Tulsa King S1E9 Recap: Dwight Beats Chickie, Robs Waltrip, and Gets Arrested by Stacy
Tulsa King, Season 1, Episode 9 — “Happy Trails” Paramount+ · Created by Taylor Sheridan · 2022
Dwight wins Tulsa for one night, then learns a new family cannot erase the bill from the old one.
Tulsa King S1E9 closes the season by letting Dwight Manfredi win the street war and lose the room. Chickie Invernizzi arrives in Tulsa after torching a man in New York, Caolan Waltrip gets cleaned out and beaten, and Stacy Beale returns from a gunshot wound with a federal leash around her neck. The finale gives Dwight a crew, a casino opening, his daughter in town, and then a public arrest that drags him back toward prison in front of everyone he just pulled close.
Chickie Invernizzi Makes New York Ugly Before Dwight Throws Him Out of Tulsa
The finale opens in New York with Chickie Invernizzi (Domenick Lombardozzi) already acting like power has curdled him. He beats Ripple over unpaid debts, mocks him, brands him, and uses mob punishment as a tantrum with props. Armand Truisi (Max Casella) calls Dwight Manfredi (Sylvester Stallone) to the address, and Dwight arrives in time for the scene to become worse.
The fire is the cleanest reminder that Chickie is not running a disciplined family. He and Vince cannot find the handcuff key, everyone panics, and Ripple is trapped while smoke fills the room. Dwight tries to pull him loose, fails, and then makes the bluntest mercy call available. He shoots Ripple rather than leave him to burn.
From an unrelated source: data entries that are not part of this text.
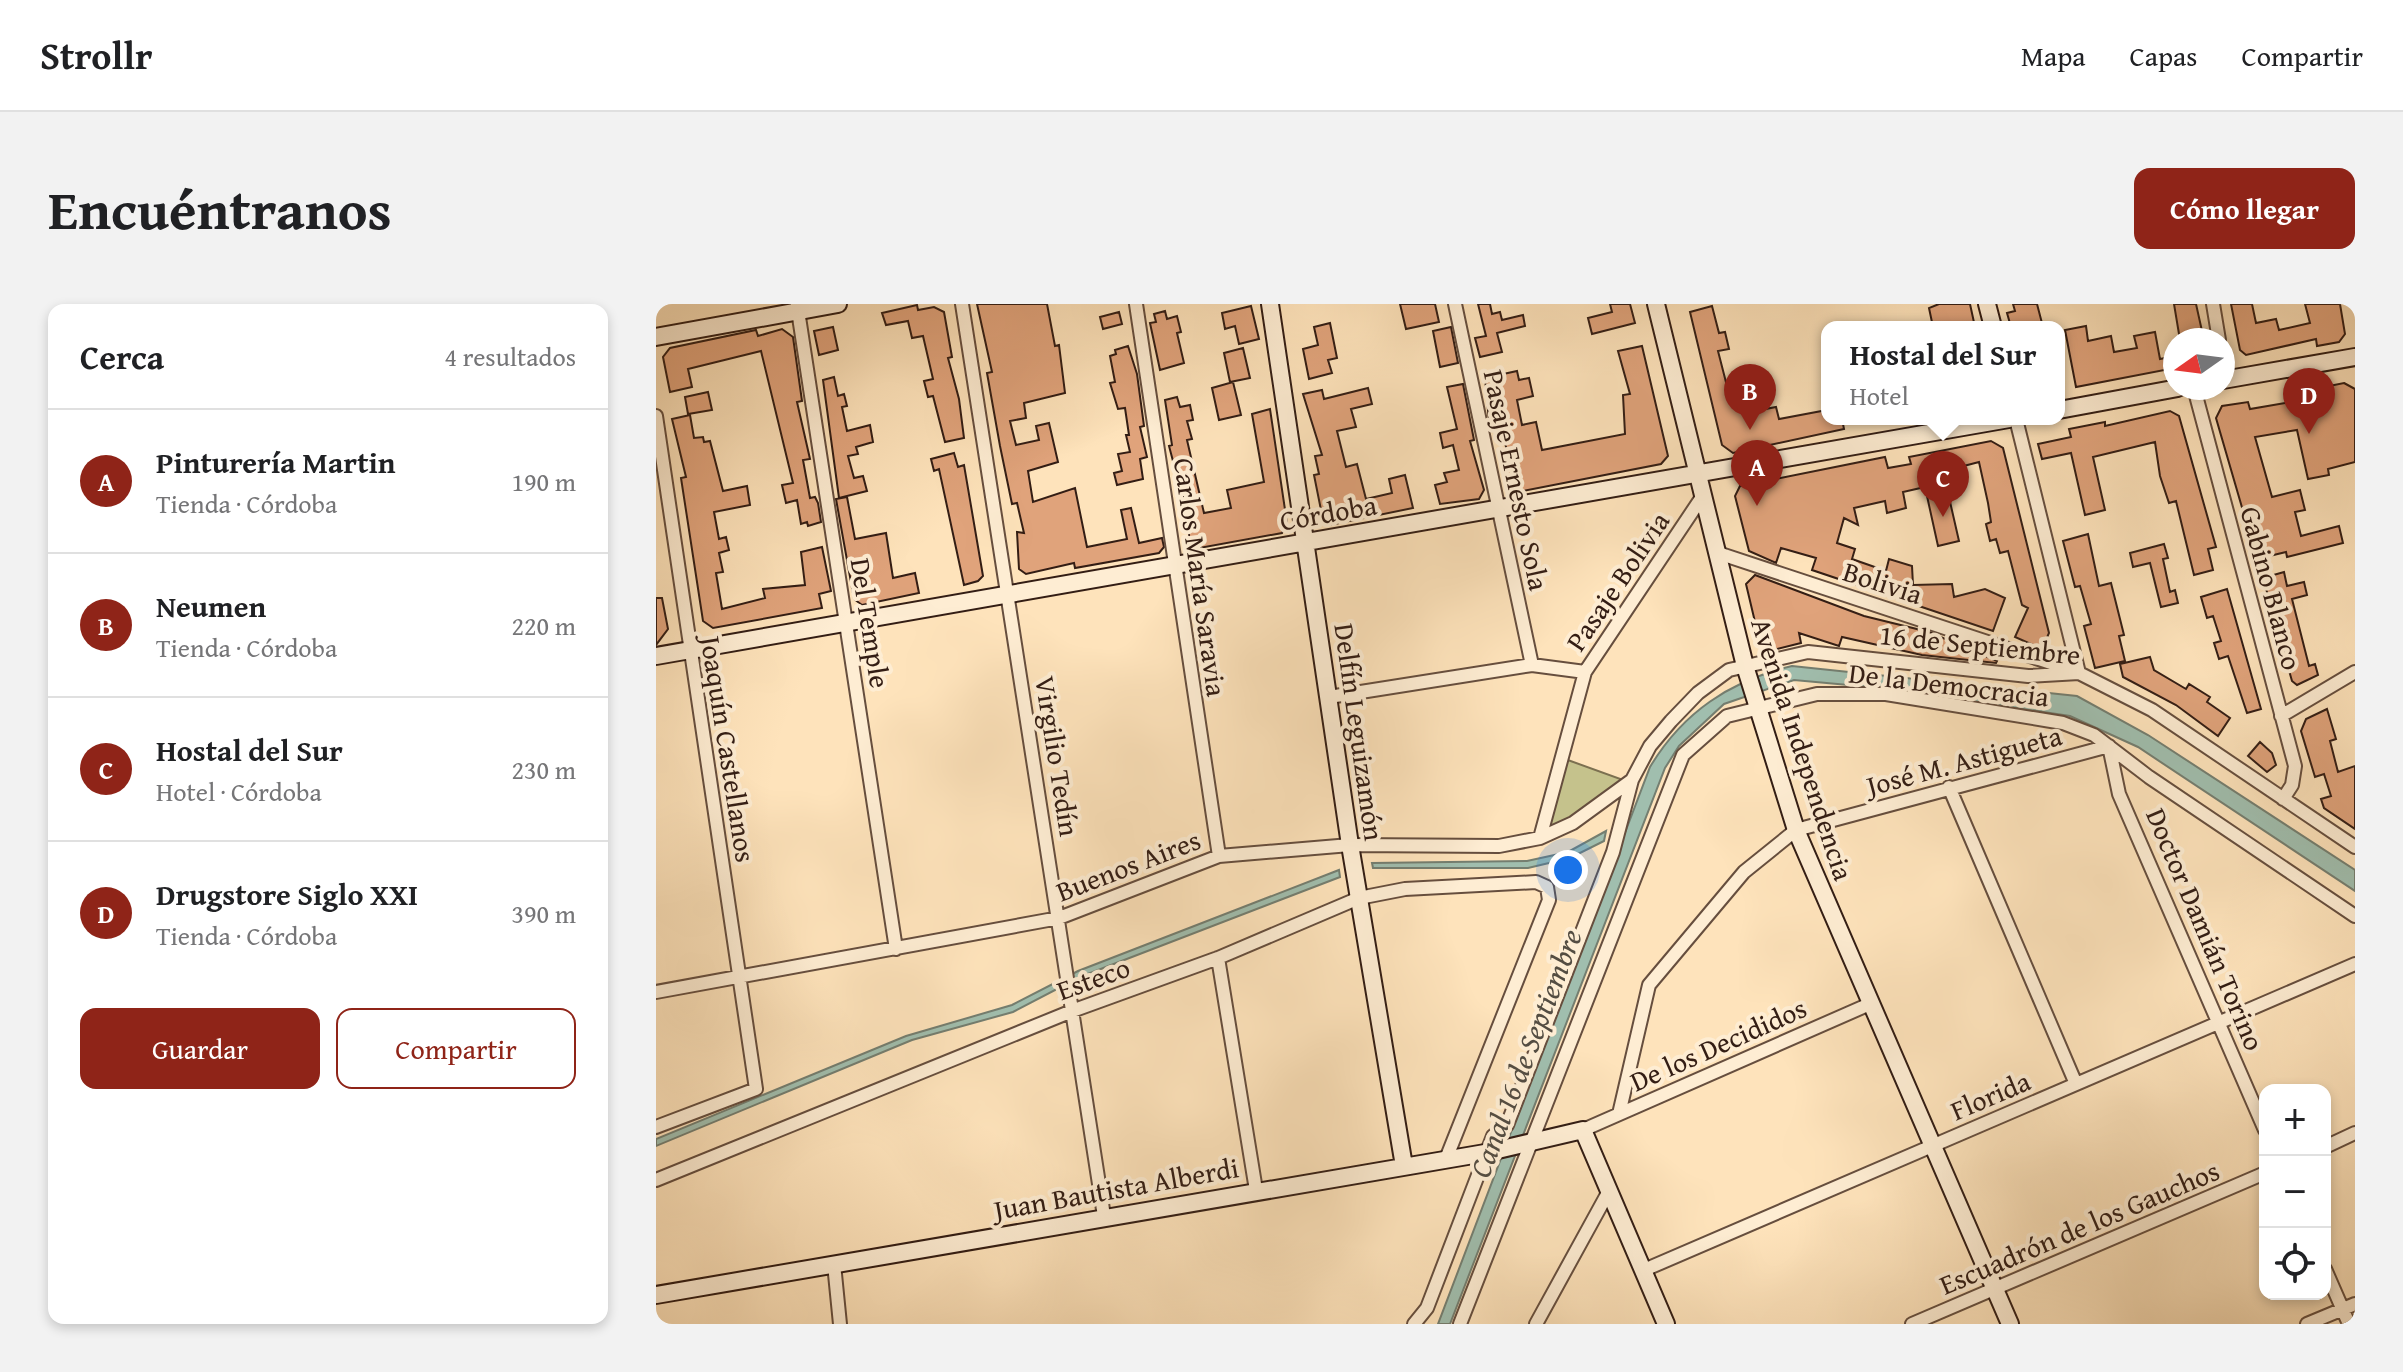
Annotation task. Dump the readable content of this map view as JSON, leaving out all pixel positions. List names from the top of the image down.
{
  "streets": {
    "main road": [
      "Córdoba",
      "Delfín Leguizamón",
      "Avenida Independencia",
      "Juan Bautista Alberdi"
    ],
    "street": [
      "Pasaje Ernesto Sola",
      "Carlos María Saravia",
      "Pasaje Bolivia",
      "Bolivia",
      "Gabino Blanco",
      "Del Temple",
      "16 de Septiembre",
      "De la Democracia",
      "Joaquín Castellanos",
      "Virgilio Tedín",
      "José M. Astigueta",
      "Buenos Aires",
      "Doctor Damián Torino",
      "Esteco",
      "De los Decididos",
      "Florida",
      "Escuadrón de los Gauchos"
    ]
  },
  "crossings": [
    ["Pasaje Ernesto Sola", "Córdoba"],
    ["Córdoba", "Carlos María Saravia"],
    ["Córdoba", "Del Temple"],
    ["Córdoba", "Delfín Leguizamón"],
    ["Córdoba", "Joaquín Castellanos"],
    ["Córdoba", "Avenida Independencia"],
    ["Córdoba", "Virgilio Tedín"],
    ["Carlos María Saravia", "Buenos Aires"],
    ["Pasaje Bolivia", "Avenida Independencia"],
    ["Pasaje Bolivia", "Buenos Aires"],
    ["Bolivia", "16 de Septiembre"],
    ["Bolivia", "Avenida Independencia"],
    ["Gabino Blanco", "16 de Septiembre"],
    ["Del Temple", "Buenos Aires"],
    ["16 de Septiembre", "Avenida Independencia"],
    ["16 de Septiembre", "Buenos Aires"],
    ["De la Democracia", "Avenida Independencia"],
    ["De la Democracia", "José M. Astigueta"],
    ["De la Democracia", "Doctor Damián Torino"],
    ["De la Democracia", "Juan Bautista Alberdi"],
    ["Delfín Leguizamón", "Buenos Aires"],
    ["Delfín Leguizamón", "Esteco"],
    ["Delfín Leguizamón", "Juan Bautista Alberdi"],
    ["Joaquín Castellanos", "Buenos Aires"],
    ["Avenida Independencia", "José M. Astigueta"],
    ["Avenida Independencia", "Buenos Aires"],
    ["Avenida Independencia", "De los Decididos"],
    ["Avenida Independencia", "Florida"],
    ["Avenida Independencia", "Escuadrón de los Gauchos"],
    ["Virgilio Tedín", "Buenos Aires"],
    ["Virgilio Tedín", "Esteco"],
    ["Virgilio Tedín", "Juan Bautista Alberdi"],
    ["José M. Astigueta", "Doctor Damián Torino"],
    ["José M. Astigueta", "De los Decididos"],
    ["Doctor Damián Torino", "Florida"],
    ["Esteco", "Juan Bautista Alberdi"],
    ["De los Decididos", "Juan Bautista Alberdi"]
  ],
  "water": ["Canal 16 de Septiembre"],
  "north": "left",
  "page": {
    "header": "Strollr",
    "nav": ["Mapa", "Capas", "Compartir"],
    "title": "Encuéntranos",
    "buttons": [
      "Cómo llegar",
      ["Guardar", "Compartir"]
    ],
    "heading": ["Cerca", "4 resultados"],
    "popup": ["Hostal del Sur", "Hotel"],
    "pins": [
      "B",
      "D",
      "A",
      "C"
    ],
    "list": [
      {
        "mark": "A",
        "name": "Pinturería Martin",
        "note": "Tienda · Córdoba",
        "value": "190 m"
      },
      {
        "mark": "B",
        "name": "Neumen",
        "note": "Tienda · Córdoba",
        "value": "220 m"
      },
      {
        "mark": "C",
        "name": "Hostal del Sur",
        "note": "Hotel · Córdoba",
        "value": "230 m"
      },
      {
        "mark": "D",
        "name": "Drugstore Siglo XXI",
        "note": "Tienda · Córdoba",
        "value": "390 m"
      }
    ],
    "map_buttons": ["+", "−"]
  }
}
That sequence puts Dwight in police custody, but not for long. Bodhi Geigerman sends a lawyer whose main practice sounds like real estate and weed offenses, which fits this show almost too well. Dwight gives the cops nothing about Stacy Beale (Andrea Savage) or Waltrip, gets a warning not to leave town, and fires back that no one would want to leave this paradise.
The Chickie confrontation at the bar is the season’s old-family divorce. Chickie shows up with Vince and Goodie Carangi (Chris Caldovino), sweating through Tulsa heat and pretending the surprise has a purpose. Dwight reads the move as an ambush without the courage to admit it.
Then Dwight says what the whole season has been building toward: Chickie sent him to Tulsa to die, but Tulsa is now his town. He tells Chickie to pack, get on the plane, and “stay the fuck out of my town.” Goodie chooses Dwight in the open. Chickie leaves with rage, Vince, and no leverage. It is satisfying because it is not elegant. It is a senior-citizen mob mutiny staged beside a cowboy bar.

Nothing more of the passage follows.